▸ **GOAL OF THE EXERCISE**:
Only those lines running from the start of the listing below through the line that holds "display:flex; align-items:center; gap:12px;" are to be written out, exactly and in full.

▸ **STUDY MATERIAL**:

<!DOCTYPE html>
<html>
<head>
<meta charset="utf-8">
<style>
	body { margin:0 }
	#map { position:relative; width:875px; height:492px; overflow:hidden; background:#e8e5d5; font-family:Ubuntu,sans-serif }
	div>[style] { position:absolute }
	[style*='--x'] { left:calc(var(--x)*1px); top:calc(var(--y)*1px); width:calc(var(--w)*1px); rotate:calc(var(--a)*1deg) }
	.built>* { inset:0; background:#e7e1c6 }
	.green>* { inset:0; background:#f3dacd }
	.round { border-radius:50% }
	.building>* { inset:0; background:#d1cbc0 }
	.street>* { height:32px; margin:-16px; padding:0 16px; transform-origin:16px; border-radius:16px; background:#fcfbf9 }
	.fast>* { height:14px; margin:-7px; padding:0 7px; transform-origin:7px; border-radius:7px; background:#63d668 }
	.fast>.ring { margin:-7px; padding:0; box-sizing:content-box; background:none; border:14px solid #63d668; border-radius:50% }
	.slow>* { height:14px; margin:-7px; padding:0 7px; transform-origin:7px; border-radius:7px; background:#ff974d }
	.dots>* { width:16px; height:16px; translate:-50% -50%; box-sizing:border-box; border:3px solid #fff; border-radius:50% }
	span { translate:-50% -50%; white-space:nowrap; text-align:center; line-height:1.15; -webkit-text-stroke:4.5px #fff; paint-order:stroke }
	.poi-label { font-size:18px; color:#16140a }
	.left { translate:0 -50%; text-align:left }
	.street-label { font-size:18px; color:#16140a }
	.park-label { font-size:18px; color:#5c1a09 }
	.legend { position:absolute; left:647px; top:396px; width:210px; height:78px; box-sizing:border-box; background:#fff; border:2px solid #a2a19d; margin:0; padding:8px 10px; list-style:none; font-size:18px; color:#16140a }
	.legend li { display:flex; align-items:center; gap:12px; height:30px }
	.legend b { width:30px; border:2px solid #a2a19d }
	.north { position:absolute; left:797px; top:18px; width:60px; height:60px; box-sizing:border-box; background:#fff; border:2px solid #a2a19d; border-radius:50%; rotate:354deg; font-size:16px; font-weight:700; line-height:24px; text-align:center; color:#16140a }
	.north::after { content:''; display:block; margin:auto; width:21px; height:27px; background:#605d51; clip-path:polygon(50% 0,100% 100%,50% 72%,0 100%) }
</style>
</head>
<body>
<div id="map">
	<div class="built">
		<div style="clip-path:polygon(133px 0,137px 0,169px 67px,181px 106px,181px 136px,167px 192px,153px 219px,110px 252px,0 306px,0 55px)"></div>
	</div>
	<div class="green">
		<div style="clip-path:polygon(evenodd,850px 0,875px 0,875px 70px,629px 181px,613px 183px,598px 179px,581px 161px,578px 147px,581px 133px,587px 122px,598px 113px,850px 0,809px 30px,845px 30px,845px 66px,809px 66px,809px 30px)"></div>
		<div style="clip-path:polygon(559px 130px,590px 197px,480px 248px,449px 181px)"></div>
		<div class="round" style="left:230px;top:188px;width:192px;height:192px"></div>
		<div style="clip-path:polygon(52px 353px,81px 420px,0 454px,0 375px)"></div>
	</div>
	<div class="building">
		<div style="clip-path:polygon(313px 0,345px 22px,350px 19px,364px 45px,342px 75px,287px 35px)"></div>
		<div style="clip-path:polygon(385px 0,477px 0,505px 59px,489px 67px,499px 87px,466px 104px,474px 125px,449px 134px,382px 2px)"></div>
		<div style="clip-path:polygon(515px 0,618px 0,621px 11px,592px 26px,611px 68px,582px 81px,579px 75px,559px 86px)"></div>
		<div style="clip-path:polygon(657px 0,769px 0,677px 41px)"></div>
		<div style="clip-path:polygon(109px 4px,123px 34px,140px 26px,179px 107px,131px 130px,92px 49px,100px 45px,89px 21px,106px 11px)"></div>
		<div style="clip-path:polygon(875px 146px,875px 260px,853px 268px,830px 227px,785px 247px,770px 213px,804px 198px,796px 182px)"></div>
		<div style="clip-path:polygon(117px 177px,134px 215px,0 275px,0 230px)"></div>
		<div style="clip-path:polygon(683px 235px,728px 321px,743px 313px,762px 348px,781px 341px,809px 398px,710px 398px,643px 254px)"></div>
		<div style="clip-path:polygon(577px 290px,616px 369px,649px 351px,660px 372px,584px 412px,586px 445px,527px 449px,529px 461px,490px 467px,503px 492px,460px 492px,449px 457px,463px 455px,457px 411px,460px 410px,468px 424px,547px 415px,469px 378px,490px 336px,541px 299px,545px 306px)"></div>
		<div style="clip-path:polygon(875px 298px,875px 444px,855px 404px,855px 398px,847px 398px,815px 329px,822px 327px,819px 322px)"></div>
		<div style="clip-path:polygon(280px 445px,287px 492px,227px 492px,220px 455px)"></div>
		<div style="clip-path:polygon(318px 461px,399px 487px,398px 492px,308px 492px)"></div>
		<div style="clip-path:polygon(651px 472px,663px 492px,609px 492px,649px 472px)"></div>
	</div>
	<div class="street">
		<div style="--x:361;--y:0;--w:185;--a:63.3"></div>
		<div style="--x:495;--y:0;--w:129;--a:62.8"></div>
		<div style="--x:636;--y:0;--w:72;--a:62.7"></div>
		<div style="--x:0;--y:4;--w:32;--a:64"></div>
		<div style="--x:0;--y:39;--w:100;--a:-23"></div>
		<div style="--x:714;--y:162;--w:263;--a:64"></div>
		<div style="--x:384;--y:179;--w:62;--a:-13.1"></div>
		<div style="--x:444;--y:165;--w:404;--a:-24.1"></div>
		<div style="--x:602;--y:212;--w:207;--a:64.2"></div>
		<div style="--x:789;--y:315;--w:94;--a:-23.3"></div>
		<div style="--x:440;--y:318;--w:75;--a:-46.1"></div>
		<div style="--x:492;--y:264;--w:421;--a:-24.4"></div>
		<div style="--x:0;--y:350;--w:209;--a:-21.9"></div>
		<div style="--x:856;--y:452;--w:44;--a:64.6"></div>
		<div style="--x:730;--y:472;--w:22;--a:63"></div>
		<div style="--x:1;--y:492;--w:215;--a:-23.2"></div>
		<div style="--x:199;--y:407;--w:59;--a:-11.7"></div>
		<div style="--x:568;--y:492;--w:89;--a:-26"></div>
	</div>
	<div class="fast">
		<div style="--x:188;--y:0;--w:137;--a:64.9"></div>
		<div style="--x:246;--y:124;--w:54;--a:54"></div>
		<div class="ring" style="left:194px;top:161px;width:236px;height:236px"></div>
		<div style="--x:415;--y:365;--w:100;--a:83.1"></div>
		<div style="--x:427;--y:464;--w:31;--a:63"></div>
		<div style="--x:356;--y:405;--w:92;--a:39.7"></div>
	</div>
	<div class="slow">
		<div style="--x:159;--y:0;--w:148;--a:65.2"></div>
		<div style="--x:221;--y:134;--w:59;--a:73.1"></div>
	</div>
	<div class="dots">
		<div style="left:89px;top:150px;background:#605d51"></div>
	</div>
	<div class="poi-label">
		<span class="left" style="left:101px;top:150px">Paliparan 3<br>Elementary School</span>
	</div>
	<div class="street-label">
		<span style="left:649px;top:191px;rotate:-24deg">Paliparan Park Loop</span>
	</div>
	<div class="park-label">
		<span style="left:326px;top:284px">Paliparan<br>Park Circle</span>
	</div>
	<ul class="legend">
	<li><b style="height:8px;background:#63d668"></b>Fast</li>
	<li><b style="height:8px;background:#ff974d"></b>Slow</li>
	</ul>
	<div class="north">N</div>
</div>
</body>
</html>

▸ **OUTPUT FOR THIS EXERCISE**:
<!DOCTYPE html>
<html>
<head>
<meta charset="utf-8">
<style>
	body { margin:0 }
	#map { position:relative; width:875px; height:492px; overflow:hidden; background:#e8e5d5; font-family:Ubuntu,sans-serif }
	div>[style] { position:absolute }
	[style*='--x'] { left:calc(var(--x)*1px); top:calc(var(--y)*1px); width:calc(var(--w)*1px); rotate:calc(var(--a)*1deg) }
	.built>* { inset:0; background:#e7e1c6 }
	.green>* { inset:0; background:#f3dacd }
	.round { border-radius:50% }
	.building>* { inset:0; background:#d1cbc0 }
	.street>* { height:32px; margin:-16px; padding:0 16px; transform-origin:16px; border-radius:16px; background:#fcfbf9 }
	.fast>* { height:14px; margin:-7px; padding:0 7px; transform-origin:7px; border-radius:7px; background:#63d668 }
	.fast>.ring { margin:-7px; padding:0; box-sizing:content-box; background:none; border:14px solid #63d668; border-radius:50% }
	.slow>* { height:14px; margin:-7px; padding:0 7px; transform-origin:7px; border-radius:7px; background:#ff974d }
	.dots>* { width:16px; height:16px; translate:-50% -50%; box-sizing:border-box; border:3px solid #fff; border-radius:50% }
	span { translate:-50% -50%; white-space:nowrap; text-align:center; line-height:1.15; -webkit-text-stroke:4.5px #fff; paint-order:stroke }
	.poi-label { font-size:18px; color:#16140a }
	.left { translate:0 -50%; text-align:left }
	.street-label { font-size:18px; color:#16140a }
	.park-label { font-size:18px; color:#5c1a09 }
	.legend { position:absolute; left:647px; top:396px; width:210px; height:78px; box-sizing:border-box; background:#fff; border:2px solid #a2a19d; margin:0; padding:8px 10px; list-style:none; font-size:18px; color:#16140a }
	.legend li { display:flex; align-items:center; gap:12px; height:30px }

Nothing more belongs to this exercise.